Il delitto Mattarella, la recensione
Il buon vecchio cinema italiano di impegno civile, rappresentato innanzitutto dalle opere di Elio Petri, Alberto Lattuada e Francesco Rosi, è stato un pezzo fondamentale della Storia cinematografica del nostro Paese; un cinema che ha sbattuto in prima pagina incredibili casi di malgoverno, non si è tirato indietro nel denunciare situazioni critiche dell’Italia di allora, a volte facendo nomi e cognomi, il più delle volte con importanti apprezzamenti critici e di pubblico. Un cinema che oggi, purtroppo, non si fa più, almeno non con la crudezza e il realismo di un tempo, romanzato e trasformato in entertainment (spesso di altissima qualità, va detto, come nei casi di Gomorra, Suburra, Il Traditore) o, ancor più spesso, diventato appannaggio di certa viziatissima e smunta fiction da prima serata di tv generalista.
Poi arriva Il delitto Mattarella, scritto e diretto da Aurelio Grimaldi da un suo stesso romanzo, che rimette un po’ in gioco il filone autoproclamandosi portabandiera di quei nobilissimi principi di cui il cinema di Rosi e Petri sono stati il simbolo. Verissimo. Peccato solo che il film, qualitativamente parlando, non riesce minimamente a rinverdire l’età doro di quel cinema risultando alla stregua di quella brutta fiction che ha cannibalizzato proprio le argomentazioni del cinema civile di un tempo.
A 40 anni dall’omicidio di Piersanti Mattarella, Presidente della Regione Sicilia e fratello maggiore dell’attuale Presidente della Repubblica, Grimaldi ripercorre a flashback il periodo immediatamente precedente il delitto partendo proprio dall’infame gesto che vide morire Mattarella il 6 gennaio del 1980 a Palermo davanti agli occhi della moglie e dei figli, massacrato a colpi di pistola nella sua auto.
Con un linguaggio rigoroso che alterna momenti più puramente fictional a un’accurata ricostruzione documentaristica dei fatti, Il delitto Mattarella risulta inutilmente verboso e fin troppo didascalico. La voce narrante è invadente, onnipresente, spezza il racconto in maniera fastidiosa fino a un epilogo affidato esclusivamente al voice-over che legge, parola per parola, le didascalie a tutto schermo per un esageratissimo minutaggio di oltre cinque minuti. Un espediente anti-cinematografico che chiude nel peggiore dei modi un film che non emoziona, non coinvolge, non trasmette empatia ma si limita a riproporre i fatti in maniera davvero molto fredda, distaccata.

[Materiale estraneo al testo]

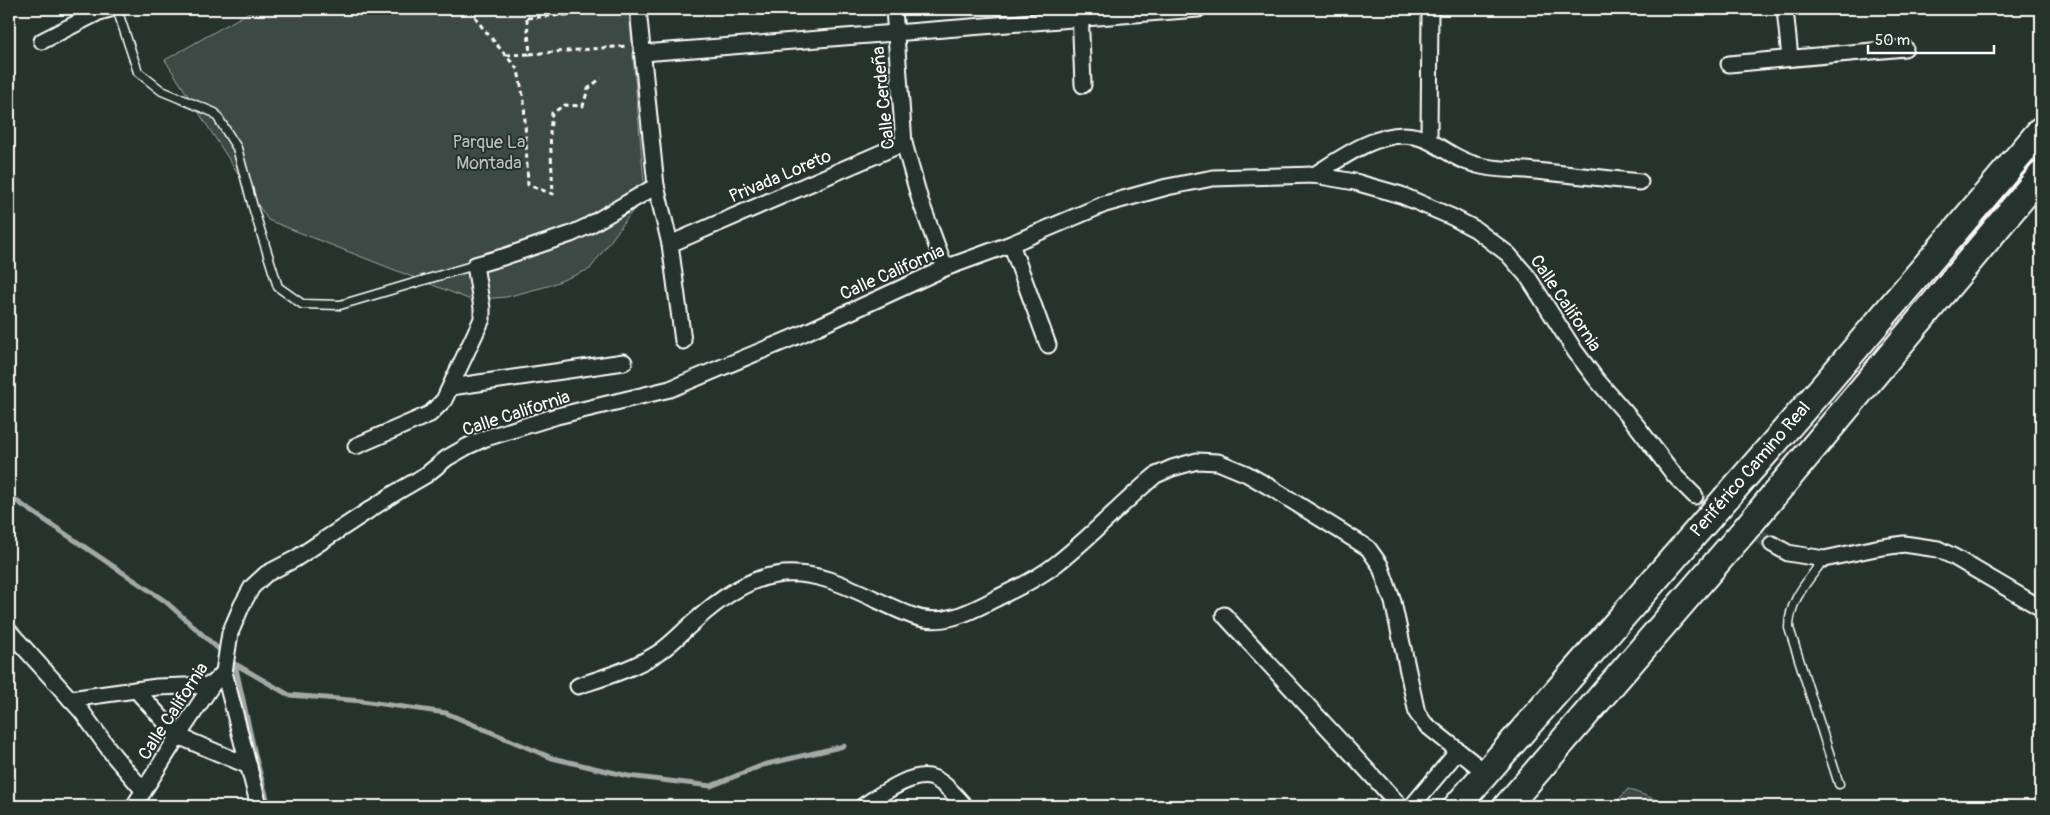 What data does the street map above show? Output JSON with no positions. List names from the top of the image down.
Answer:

Non facendosi problemi a far nomi e cognomi, Grimaldi porta avanti apprezzabilmente una tesi accusatoria ben precisa, ma viene completamente a mancare una costruzione narrativa adatta a un film. Si ha la sensazione che ci sia stata difficoltà nell’adattamento dalla pagina allo schermo, un cortocircuito che ha creato una macchinosità respingente per uno spettatore cinematografico. Il risultato, per questo motivo, sta a metà tra la docu-inchiesta e, appunto, la ricostruzione tipica di una fiction da tv generalista con attori a tratti prigionieri di un’enfasi recitativa inappropriata e tempi morti inadatti a supportare il ritmo di un film per il cinema.
Menzione particolare alle musiche curate da Marco Werba, che hanno quel sapore anni ’70 e ’80 e riescono a risollevare l’interesse destando dal torpore generale.
È un peccato che Il delitto Mattarella, a conti fatti, risulti un film non riuscito perché l’intento che ne ha mosso la realizzazione è nobilissimo e, soprattutto, va ad esplorare un episodio della nostra Storia recente che colpevolmente oggi in pochi conoscono.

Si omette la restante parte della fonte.